▸ ASSIGNMENT
Copy out every line of the data that has the word "bridge" somewhere in it.

▸ INPUT FOR THIS TASK
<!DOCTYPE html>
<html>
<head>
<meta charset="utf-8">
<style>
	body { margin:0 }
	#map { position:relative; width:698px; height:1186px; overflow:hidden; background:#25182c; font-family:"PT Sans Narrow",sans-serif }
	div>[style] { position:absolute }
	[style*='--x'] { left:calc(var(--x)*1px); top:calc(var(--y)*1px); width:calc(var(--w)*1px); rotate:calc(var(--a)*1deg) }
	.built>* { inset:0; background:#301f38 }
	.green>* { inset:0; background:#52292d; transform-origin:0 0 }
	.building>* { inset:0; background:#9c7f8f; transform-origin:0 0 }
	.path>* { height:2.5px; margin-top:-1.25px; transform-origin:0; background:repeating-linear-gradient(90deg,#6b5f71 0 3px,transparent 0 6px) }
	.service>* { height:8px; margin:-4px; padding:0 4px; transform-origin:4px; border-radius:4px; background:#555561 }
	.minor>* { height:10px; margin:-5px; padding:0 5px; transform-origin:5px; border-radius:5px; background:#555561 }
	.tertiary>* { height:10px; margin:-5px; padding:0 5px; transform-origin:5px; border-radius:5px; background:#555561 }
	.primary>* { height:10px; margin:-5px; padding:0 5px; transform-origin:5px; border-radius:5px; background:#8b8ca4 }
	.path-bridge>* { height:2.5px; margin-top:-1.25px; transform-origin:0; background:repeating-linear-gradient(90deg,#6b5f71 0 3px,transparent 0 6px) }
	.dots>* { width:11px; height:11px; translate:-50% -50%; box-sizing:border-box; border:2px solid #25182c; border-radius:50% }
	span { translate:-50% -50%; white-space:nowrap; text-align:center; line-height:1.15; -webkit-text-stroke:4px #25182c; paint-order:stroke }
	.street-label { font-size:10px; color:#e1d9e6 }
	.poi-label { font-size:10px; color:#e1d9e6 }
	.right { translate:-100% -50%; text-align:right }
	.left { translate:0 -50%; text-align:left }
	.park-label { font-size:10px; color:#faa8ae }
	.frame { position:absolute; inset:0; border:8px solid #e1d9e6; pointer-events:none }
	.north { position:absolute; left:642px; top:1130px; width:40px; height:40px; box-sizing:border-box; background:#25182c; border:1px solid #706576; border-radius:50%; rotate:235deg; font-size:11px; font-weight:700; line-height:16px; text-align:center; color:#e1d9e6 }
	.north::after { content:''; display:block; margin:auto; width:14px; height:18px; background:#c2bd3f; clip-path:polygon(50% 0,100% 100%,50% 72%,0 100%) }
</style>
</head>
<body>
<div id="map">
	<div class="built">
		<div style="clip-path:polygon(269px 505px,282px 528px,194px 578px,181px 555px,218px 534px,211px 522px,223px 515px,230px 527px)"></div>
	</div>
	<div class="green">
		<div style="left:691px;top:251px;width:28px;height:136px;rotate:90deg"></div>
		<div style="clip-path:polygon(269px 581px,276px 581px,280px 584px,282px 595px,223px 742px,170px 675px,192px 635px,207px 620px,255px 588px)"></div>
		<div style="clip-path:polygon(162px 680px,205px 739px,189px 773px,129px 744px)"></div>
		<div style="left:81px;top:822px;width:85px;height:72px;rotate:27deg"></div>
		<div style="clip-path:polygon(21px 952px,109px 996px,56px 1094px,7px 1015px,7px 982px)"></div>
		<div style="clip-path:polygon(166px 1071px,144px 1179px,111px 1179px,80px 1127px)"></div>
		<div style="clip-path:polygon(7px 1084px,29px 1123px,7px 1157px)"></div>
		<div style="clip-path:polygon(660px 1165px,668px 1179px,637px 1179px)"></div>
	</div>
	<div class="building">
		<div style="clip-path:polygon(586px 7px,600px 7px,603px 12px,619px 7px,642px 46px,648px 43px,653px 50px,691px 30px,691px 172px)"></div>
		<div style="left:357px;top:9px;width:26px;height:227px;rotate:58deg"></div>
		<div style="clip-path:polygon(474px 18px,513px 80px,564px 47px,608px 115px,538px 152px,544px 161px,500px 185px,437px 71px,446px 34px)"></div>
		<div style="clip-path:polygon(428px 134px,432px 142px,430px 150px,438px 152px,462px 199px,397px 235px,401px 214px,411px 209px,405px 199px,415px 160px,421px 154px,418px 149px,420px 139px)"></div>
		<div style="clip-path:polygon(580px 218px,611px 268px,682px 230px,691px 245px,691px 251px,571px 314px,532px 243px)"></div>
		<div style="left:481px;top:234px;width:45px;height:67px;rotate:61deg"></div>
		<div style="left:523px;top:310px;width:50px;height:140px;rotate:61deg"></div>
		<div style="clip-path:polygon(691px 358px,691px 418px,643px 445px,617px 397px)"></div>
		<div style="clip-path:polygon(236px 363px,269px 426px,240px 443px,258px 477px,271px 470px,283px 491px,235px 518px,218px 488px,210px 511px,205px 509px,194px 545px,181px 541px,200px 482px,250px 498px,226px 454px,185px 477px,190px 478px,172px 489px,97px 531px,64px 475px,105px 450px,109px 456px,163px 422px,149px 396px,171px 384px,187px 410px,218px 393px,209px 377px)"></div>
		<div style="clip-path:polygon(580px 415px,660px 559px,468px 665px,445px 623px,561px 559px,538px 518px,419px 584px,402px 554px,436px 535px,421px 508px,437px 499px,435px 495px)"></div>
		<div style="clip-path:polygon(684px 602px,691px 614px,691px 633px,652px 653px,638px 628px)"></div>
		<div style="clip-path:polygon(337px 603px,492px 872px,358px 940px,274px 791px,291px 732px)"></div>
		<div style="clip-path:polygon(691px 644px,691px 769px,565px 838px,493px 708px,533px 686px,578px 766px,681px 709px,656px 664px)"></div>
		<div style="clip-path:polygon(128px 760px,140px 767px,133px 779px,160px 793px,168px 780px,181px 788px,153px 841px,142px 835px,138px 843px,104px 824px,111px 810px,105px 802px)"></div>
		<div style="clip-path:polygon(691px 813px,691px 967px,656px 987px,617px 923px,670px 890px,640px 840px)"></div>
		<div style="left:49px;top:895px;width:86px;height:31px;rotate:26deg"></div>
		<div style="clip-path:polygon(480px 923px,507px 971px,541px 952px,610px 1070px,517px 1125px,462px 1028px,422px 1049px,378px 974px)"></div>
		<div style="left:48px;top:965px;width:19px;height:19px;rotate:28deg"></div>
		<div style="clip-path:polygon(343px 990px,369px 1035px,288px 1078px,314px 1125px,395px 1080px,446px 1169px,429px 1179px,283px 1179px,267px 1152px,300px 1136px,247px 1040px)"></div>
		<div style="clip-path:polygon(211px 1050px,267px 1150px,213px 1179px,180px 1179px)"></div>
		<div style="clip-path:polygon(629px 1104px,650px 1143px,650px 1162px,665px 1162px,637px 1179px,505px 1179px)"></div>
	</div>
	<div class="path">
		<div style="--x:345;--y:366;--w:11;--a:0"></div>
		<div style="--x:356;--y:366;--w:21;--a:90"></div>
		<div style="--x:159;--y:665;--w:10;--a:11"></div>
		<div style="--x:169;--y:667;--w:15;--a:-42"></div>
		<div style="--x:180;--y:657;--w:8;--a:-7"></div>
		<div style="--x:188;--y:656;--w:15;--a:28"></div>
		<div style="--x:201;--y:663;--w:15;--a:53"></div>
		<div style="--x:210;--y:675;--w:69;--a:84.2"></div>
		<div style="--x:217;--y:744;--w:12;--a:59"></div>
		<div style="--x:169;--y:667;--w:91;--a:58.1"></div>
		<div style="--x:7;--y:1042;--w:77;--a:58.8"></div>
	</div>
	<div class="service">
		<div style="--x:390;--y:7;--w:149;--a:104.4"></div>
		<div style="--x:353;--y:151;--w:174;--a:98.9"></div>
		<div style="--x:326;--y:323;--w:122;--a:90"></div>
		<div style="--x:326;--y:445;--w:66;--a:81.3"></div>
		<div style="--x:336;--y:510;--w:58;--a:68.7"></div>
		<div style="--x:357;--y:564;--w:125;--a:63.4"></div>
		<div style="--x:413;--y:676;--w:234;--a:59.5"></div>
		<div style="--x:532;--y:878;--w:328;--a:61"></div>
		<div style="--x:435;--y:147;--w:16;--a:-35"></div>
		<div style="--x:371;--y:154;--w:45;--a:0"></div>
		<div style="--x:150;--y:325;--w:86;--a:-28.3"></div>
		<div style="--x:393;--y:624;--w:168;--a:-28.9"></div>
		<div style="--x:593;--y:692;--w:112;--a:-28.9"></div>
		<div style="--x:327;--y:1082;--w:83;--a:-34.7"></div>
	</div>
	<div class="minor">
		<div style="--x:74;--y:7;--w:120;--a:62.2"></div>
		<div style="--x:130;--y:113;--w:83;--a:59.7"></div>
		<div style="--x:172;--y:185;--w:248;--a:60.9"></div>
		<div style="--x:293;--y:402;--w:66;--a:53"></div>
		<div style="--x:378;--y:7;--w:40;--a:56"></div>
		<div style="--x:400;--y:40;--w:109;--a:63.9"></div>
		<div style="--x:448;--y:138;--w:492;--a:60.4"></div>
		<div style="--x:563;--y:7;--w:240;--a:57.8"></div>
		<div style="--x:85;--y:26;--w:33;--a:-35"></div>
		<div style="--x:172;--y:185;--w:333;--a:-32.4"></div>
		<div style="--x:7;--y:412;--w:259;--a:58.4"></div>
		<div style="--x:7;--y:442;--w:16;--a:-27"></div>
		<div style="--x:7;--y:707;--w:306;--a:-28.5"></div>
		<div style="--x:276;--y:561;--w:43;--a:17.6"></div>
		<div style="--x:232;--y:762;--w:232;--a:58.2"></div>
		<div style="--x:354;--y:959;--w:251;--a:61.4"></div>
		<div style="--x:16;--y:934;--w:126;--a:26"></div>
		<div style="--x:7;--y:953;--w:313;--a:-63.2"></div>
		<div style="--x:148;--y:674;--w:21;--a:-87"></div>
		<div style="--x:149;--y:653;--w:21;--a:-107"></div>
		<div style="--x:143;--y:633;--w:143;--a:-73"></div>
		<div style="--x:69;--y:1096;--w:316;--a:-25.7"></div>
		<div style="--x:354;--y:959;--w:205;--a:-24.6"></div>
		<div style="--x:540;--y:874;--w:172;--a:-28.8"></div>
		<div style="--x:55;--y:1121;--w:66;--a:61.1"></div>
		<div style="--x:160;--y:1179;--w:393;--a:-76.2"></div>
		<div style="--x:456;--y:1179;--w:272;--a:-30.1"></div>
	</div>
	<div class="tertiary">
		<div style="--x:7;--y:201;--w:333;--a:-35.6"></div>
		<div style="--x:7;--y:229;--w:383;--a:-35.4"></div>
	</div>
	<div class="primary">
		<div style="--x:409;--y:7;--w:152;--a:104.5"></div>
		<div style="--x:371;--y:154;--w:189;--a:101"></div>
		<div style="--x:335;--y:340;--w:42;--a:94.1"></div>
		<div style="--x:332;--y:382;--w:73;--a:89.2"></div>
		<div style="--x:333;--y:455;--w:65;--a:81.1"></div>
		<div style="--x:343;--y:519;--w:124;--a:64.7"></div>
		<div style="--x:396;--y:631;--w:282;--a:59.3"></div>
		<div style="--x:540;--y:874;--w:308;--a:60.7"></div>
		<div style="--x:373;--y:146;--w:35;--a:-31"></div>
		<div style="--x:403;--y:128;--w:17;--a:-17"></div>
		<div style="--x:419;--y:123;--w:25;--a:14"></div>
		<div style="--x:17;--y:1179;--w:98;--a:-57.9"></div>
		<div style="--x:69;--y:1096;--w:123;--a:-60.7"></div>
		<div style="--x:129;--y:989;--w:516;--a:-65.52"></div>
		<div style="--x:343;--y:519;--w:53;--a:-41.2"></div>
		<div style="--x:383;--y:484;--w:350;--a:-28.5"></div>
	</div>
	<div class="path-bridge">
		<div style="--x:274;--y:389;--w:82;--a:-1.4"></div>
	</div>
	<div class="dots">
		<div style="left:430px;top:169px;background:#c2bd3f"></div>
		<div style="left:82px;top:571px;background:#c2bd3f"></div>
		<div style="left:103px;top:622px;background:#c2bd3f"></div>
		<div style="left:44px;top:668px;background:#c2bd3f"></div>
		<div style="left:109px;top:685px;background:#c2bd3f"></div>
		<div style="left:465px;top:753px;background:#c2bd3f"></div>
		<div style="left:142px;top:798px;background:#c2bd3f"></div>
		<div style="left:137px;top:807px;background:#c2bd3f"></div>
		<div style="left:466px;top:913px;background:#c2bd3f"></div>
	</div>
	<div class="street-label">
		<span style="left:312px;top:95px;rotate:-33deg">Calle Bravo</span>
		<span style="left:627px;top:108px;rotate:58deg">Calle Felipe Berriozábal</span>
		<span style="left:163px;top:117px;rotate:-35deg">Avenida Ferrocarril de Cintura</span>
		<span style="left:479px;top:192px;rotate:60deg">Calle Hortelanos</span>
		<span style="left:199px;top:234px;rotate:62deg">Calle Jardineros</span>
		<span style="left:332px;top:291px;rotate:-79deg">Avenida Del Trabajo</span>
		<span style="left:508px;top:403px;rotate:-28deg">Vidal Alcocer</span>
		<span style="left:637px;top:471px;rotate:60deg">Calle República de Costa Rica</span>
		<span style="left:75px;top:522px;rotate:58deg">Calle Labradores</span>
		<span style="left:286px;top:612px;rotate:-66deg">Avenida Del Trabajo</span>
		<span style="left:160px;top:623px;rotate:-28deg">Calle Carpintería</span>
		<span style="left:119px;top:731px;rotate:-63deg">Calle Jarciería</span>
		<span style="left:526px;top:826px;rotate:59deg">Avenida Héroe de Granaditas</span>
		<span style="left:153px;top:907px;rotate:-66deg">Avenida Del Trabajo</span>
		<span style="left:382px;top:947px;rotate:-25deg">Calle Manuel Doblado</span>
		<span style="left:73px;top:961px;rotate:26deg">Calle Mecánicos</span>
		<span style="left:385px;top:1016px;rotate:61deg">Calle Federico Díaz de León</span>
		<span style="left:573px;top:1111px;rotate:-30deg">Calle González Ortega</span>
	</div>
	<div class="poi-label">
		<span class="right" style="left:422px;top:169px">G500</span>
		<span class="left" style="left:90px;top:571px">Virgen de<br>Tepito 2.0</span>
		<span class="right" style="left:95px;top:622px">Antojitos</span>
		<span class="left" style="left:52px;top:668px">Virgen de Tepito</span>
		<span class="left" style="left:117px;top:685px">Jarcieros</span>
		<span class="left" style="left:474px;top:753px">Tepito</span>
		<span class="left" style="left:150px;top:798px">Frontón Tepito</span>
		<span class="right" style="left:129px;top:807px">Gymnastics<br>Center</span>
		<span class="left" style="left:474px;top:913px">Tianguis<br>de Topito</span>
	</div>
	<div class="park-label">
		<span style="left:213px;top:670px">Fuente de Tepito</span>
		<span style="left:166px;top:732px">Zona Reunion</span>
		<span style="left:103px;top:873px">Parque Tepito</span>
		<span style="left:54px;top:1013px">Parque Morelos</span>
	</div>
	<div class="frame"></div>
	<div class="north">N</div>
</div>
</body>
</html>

▸ EXERCISE OUTPUT
	.path-bridge>* { height:2.5px; margin-top:-1.25px; transform-origin:0; background:repeating-linear-gradient(90deg,#6b5f71 0 3px,transparent 0 6px) }
	<div class="path-bridge">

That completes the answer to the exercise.